***** Records provided

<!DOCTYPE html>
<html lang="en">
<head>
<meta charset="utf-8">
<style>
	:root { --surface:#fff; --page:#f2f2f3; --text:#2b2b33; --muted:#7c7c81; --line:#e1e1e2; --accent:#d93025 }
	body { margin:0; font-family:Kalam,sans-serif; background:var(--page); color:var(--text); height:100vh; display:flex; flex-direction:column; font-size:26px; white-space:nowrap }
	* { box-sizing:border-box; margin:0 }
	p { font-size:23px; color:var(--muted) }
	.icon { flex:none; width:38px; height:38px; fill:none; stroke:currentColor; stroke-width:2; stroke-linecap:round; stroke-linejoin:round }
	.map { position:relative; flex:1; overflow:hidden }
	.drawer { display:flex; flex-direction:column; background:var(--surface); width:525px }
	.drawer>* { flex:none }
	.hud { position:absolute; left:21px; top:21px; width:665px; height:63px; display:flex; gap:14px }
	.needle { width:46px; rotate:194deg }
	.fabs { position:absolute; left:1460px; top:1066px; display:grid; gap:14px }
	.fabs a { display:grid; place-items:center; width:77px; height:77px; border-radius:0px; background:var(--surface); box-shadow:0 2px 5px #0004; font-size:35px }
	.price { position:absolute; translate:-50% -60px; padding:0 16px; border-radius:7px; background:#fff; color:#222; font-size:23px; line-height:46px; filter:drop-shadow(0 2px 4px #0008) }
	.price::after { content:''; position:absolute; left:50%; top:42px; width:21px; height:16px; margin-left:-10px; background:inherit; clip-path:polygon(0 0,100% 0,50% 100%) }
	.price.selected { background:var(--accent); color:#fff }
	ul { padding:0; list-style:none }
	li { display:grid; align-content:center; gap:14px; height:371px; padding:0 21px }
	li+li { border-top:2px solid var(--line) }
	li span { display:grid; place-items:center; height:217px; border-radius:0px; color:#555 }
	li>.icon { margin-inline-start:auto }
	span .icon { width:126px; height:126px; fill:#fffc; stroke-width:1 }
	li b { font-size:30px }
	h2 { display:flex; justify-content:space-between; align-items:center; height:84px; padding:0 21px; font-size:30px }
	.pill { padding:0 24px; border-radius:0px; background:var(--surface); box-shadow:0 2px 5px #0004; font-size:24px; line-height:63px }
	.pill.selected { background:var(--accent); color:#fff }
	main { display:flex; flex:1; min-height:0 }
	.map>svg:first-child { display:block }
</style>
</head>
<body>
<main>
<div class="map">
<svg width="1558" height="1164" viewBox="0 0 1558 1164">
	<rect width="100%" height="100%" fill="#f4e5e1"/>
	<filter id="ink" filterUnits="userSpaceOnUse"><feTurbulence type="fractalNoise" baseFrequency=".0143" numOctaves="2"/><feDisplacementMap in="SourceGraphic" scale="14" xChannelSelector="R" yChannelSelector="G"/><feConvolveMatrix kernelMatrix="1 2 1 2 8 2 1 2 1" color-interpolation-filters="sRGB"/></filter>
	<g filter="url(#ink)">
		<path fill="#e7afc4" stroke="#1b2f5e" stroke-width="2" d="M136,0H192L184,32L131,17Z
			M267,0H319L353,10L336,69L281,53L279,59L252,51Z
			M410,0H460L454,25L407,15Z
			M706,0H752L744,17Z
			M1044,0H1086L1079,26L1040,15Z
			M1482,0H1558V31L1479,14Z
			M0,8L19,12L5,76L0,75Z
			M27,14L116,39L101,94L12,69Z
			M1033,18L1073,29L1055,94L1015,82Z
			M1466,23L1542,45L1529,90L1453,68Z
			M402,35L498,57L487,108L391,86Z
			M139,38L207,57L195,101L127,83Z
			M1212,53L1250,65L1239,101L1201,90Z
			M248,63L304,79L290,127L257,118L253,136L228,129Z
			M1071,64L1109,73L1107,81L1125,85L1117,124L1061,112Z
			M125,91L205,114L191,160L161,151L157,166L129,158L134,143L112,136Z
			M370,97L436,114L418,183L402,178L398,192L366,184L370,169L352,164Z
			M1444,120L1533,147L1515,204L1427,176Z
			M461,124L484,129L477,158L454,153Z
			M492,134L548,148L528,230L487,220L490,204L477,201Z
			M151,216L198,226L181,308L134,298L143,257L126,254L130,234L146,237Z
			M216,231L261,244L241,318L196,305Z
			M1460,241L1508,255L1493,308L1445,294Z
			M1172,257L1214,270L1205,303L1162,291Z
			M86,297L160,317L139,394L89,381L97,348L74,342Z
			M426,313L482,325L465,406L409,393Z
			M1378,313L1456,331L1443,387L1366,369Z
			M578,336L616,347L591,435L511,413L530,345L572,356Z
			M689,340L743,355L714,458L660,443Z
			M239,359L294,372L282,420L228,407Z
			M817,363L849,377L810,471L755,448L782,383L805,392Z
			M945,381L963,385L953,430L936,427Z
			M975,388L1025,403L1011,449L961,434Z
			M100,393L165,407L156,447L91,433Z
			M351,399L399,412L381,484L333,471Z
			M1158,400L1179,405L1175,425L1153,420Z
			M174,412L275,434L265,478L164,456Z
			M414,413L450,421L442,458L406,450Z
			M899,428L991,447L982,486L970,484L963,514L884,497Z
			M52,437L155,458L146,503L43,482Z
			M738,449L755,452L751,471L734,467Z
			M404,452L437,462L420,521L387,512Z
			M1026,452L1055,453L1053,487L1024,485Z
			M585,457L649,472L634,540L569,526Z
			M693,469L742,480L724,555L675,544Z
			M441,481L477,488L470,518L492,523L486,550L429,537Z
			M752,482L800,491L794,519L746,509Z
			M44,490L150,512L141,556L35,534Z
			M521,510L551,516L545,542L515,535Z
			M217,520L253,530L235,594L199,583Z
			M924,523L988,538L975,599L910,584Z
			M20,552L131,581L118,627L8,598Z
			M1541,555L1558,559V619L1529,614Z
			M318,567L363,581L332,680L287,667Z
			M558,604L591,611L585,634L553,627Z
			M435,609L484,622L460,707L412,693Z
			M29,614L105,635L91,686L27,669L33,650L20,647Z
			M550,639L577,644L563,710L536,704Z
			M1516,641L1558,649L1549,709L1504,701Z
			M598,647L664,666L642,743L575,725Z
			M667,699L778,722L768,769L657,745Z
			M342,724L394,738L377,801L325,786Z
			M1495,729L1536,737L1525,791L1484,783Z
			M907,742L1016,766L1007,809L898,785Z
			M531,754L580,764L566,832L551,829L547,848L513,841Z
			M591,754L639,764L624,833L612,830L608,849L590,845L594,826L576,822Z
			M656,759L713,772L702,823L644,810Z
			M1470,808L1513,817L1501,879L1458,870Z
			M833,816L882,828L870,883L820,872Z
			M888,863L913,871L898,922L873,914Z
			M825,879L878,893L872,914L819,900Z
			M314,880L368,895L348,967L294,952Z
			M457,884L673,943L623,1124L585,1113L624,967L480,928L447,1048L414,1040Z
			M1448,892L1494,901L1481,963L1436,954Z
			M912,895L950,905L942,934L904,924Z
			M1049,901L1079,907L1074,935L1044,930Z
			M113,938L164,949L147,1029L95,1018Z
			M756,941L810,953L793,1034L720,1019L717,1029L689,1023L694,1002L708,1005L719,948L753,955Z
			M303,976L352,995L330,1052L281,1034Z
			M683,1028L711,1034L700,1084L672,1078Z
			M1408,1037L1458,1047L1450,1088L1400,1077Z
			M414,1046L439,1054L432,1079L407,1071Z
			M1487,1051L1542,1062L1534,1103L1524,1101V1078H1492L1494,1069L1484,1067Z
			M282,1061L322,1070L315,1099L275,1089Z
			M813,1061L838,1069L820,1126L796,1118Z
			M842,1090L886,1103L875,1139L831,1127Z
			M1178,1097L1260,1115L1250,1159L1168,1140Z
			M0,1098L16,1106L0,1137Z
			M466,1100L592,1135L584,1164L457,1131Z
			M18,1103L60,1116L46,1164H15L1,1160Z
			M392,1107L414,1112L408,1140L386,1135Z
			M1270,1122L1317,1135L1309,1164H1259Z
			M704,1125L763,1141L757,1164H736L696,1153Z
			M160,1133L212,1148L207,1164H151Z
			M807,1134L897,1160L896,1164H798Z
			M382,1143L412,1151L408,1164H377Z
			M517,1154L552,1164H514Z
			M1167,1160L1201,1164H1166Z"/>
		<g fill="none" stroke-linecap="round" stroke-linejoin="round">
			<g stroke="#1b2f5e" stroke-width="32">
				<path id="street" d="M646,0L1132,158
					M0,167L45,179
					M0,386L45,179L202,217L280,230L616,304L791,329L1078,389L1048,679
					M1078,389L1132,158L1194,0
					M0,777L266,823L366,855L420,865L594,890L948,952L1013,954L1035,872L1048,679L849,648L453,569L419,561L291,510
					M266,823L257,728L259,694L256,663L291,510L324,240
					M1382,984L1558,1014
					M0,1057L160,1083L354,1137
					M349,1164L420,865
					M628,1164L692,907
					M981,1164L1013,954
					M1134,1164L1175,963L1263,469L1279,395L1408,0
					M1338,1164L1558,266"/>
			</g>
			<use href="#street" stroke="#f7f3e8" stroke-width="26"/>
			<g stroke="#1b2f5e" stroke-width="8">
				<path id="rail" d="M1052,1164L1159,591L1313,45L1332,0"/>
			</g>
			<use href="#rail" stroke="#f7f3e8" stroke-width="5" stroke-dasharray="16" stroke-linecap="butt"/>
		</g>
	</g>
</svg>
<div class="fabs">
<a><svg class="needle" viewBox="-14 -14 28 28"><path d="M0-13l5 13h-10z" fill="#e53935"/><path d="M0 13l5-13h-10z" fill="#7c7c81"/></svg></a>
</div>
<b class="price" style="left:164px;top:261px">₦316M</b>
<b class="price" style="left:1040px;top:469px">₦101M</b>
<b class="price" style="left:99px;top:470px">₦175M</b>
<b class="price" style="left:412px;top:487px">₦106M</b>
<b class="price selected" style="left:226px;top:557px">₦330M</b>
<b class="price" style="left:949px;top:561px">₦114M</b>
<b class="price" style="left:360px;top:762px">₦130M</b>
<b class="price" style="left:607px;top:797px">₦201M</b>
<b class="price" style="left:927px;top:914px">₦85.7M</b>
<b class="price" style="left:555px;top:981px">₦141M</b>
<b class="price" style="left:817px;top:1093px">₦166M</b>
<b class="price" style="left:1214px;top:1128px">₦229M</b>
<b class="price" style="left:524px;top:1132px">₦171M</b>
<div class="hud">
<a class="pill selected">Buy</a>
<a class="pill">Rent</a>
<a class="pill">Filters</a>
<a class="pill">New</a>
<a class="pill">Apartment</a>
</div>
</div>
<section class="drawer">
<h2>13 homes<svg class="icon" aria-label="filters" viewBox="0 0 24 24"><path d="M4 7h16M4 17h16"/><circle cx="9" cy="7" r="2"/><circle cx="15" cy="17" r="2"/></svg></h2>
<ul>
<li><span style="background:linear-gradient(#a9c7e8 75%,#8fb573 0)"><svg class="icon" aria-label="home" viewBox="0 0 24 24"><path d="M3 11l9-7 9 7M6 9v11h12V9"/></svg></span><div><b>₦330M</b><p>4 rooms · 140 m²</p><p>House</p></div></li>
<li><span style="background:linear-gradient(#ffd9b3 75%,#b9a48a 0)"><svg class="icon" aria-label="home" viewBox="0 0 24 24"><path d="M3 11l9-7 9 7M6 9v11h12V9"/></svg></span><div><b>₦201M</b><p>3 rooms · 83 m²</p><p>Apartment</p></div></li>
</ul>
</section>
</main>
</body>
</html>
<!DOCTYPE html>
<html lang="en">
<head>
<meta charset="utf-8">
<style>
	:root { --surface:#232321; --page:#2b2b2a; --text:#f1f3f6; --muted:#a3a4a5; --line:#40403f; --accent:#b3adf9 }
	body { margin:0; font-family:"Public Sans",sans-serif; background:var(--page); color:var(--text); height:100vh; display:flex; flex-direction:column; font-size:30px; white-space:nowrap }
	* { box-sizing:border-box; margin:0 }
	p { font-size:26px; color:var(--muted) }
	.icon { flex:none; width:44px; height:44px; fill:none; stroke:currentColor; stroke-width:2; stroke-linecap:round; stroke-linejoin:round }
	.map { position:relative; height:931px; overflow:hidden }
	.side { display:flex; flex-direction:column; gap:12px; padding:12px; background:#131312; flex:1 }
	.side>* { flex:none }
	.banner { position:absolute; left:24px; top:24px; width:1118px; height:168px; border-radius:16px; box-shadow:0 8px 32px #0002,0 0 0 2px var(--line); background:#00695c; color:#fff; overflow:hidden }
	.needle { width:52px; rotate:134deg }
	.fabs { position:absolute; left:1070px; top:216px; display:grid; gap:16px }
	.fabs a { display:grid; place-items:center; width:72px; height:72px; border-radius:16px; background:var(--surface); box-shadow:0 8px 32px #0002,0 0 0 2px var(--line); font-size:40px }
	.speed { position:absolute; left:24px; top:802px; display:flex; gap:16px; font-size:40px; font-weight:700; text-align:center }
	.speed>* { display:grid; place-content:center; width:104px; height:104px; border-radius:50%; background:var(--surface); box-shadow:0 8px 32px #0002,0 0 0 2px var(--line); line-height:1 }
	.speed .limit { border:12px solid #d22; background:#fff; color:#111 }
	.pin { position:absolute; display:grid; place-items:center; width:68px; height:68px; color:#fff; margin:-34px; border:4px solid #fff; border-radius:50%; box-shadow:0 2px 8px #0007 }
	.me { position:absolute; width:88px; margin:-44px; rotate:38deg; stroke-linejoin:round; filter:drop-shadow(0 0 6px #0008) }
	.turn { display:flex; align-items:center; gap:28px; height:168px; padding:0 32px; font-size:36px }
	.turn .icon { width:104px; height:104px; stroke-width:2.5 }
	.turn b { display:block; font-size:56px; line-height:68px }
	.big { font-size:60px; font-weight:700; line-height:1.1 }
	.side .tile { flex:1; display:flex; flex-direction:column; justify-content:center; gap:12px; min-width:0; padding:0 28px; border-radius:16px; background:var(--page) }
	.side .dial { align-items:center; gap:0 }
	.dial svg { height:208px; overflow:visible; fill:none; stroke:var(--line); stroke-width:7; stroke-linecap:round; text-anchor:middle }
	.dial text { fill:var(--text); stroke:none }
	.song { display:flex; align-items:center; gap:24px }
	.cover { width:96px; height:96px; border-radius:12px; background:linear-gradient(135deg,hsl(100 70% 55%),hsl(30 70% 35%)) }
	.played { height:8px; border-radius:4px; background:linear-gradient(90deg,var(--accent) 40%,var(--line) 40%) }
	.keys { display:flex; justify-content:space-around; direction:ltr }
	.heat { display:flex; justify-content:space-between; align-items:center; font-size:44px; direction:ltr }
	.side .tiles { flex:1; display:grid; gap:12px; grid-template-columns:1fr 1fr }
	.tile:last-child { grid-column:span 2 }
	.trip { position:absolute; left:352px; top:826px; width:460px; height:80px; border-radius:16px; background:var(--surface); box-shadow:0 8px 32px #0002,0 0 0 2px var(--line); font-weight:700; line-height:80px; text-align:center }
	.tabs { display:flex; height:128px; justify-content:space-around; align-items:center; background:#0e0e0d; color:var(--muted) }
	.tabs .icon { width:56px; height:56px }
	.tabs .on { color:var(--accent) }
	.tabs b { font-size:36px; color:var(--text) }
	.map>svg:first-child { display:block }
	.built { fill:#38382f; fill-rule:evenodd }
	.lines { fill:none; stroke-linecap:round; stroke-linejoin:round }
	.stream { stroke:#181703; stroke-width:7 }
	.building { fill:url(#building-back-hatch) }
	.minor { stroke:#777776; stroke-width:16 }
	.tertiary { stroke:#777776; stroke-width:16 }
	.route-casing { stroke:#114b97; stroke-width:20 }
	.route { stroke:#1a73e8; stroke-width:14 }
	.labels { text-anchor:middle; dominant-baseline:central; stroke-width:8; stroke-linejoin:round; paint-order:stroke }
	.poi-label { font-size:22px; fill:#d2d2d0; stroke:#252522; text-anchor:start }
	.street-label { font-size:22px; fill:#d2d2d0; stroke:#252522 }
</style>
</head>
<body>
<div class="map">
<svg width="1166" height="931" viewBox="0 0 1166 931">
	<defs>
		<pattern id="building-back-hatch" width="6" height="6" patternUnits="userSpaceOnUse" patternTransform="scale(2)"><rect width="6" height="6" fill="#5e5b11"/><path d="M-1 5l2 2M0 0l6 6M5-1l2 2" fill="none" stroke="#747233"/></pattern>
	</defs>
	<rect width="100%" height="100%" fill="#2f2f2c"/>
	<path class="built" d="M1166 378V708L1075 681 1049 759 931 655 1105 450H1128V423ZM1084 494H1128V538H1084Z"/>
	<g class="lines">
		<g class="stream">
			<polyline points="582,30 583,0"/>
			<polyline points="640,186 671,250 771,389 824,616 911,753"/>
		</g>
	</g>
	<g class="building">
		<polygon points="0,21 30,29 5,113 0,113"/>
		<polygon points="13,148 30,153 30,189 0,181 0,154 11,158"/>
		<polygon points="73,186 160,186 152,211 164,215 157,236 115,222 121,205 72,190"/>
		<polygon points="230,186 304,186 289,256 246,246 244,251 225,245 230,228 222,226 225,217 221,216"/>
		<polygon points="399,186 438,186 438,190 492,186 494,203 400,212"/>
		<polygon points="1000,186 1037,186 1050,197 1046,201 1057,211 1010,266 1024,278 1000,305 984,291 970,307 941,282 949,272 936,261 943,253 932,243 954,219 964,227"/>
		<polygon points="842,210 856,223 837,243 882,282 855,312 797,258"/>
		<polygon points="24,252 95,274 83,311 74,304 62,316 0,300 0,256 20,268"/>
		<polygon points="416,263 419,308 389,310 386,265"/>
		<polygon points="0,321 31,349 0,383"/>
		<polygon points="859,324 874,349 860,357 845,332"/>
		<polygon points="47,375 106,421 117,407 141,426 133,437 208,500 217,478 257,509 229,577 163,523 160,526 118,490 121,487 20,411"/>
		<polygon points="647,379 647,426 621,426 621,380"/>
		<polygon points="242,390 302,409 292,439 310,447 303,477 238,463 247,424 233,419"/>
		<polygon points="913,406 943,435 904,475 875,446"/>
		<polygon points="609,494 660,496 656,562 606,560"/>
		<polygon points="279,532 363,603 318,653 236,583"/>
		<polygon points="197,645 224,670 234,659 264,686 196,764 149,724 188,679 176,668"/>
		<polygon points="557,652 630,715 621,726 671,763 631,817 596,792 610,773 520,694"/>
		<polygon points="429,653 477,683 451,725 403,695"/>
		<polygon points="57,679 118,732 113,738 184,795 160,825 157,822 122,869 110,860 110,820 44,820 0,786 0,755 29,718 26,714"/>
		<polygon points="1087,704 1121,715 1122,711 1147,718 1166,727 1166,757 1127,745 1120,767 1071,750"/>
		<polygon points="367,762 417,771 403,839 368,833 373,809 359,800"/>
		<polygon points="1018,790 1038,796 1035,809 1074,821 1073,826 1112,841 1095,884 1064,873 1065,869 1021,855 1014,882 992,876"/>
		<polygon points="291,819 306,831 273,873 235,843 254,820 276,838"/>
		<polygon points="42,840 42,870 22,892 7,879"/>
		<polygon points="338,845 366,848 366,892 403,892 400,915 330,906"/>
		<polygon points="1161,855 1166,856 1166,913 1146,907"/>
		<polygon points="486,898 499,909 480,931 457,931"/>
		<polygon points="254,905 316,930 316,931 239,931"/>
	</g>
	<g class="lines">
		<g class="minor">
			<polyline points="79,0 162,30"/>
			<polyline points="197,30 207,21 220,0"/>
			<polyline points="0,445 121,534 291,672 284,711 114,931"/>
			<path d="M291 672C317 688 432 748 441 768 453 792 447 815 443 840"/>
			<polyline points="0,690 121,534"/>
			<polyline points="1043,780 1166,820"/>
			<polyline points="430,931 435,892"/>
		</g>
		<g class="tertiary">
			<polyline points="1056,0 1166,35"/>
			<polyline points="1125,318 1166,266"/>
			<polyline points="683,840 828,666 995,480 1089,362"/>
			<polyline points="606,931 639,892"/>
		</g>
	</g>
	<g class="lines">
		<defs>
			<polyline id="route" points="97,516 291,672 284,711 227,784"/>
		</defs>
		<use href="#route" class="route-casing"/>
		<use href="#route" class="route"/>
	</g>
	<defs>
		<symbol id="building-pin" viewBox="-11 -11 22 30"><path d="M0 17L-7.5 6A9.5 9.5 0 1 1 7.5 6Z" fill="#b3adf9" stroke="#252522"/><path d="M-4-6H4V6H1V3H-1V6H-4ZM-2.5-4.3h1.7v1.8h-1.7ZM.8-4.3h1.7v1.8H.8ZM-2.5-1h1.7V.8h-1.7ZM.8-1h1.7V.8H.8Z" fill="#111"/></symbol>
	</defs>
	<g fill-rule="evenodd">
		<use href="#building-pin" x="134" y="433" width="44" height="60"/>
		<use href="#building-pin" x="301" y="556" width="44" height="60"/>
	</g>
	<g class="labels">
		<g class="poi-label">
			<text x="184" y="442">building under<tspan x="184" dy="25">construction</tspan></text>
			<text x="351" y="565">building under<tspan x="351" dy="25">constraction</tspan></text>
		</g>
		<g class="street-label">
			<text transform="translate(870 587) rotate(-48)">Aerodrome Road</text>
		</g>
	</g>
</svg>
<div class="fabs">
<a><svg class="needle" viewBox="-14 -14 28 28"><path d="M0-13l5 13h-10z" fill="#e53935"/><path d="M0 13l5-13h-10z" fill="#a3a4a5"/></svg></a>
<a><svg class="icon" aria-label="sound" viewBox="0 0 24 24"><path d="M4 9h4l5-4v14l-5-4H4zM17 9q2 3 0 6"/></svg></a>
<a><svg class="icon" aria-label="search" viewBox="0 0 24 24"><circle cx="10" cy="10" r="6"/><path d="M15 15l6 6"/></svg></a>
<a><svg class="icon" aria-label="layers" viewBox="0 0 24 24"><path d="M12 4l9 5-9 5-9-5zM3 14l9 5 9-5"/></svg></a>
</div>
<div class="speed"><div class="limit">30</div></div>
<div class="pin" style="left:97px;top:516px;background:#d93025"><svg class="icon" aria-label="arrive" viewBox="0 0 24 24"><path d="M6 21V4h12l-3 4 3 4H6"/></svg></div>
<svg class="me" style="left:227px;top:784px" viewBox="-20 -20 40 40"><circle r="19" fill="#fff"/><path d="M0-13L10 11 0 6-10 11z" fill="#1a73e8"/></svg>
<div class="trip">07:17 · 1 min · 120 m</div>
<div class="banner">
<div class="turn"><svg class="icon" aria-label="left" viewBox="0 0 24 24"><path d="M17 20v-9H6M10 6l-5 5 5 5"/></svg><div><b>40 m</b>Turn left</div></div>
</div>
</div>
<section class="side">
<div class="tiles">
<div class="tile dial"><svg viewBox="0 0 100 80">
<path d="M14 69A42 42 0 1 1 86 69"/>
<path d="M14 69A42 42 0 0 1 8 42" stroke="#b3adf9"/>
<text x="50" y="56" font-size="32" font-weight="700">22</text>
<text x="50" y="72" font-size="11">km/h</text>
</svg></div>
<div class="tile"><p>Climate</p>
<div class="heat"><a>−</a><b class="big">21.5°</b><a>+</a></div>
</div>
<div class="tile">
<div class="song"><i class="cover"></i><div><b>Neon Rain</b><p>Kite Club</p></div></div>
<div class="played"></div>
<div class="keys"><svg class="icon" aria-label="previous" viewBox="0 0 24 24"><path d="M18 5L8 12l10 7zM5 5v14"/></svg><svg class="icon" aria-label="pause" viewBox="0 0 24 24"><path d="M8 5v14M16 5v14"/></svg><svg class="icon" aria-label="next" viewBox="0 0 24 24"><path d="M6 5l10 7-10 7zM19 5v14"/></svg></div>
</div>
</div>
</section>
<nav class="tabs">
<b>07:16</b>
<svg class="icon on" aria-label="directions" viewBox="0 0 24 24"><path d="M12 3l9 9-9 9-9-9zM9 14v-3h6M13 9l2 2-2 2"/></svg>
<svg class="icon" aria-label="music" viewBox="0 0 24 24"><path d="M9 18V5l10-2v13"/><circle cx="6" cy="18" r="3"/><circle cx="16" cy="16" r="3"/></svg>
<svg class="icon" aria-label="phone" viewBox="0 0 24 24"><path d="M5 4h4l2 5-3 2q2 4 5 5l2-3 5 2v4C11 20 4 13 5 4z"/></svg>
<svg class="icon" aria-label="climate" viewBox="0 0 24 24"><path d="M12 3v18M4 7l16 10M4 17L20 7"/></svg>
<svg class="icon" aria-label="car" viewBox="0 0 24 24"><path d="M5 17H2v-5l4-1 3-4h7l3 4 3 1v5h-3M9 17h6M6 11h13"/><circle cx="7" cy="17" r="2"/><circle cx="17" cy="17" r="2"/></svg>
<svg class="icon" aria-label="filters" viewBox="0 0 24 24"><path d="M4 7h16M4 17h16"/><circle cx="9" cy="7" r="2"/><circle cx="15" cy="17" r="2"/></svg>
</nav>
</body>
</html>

**********

Your assignment: Please go through the data and copy each line containing the word "played".

Task response:
	.played { height:8px; border-radius:4px; background:linear-gradient(90deg,var(--accent) 40%,var(--line) 40%) }
<div class="played"></div>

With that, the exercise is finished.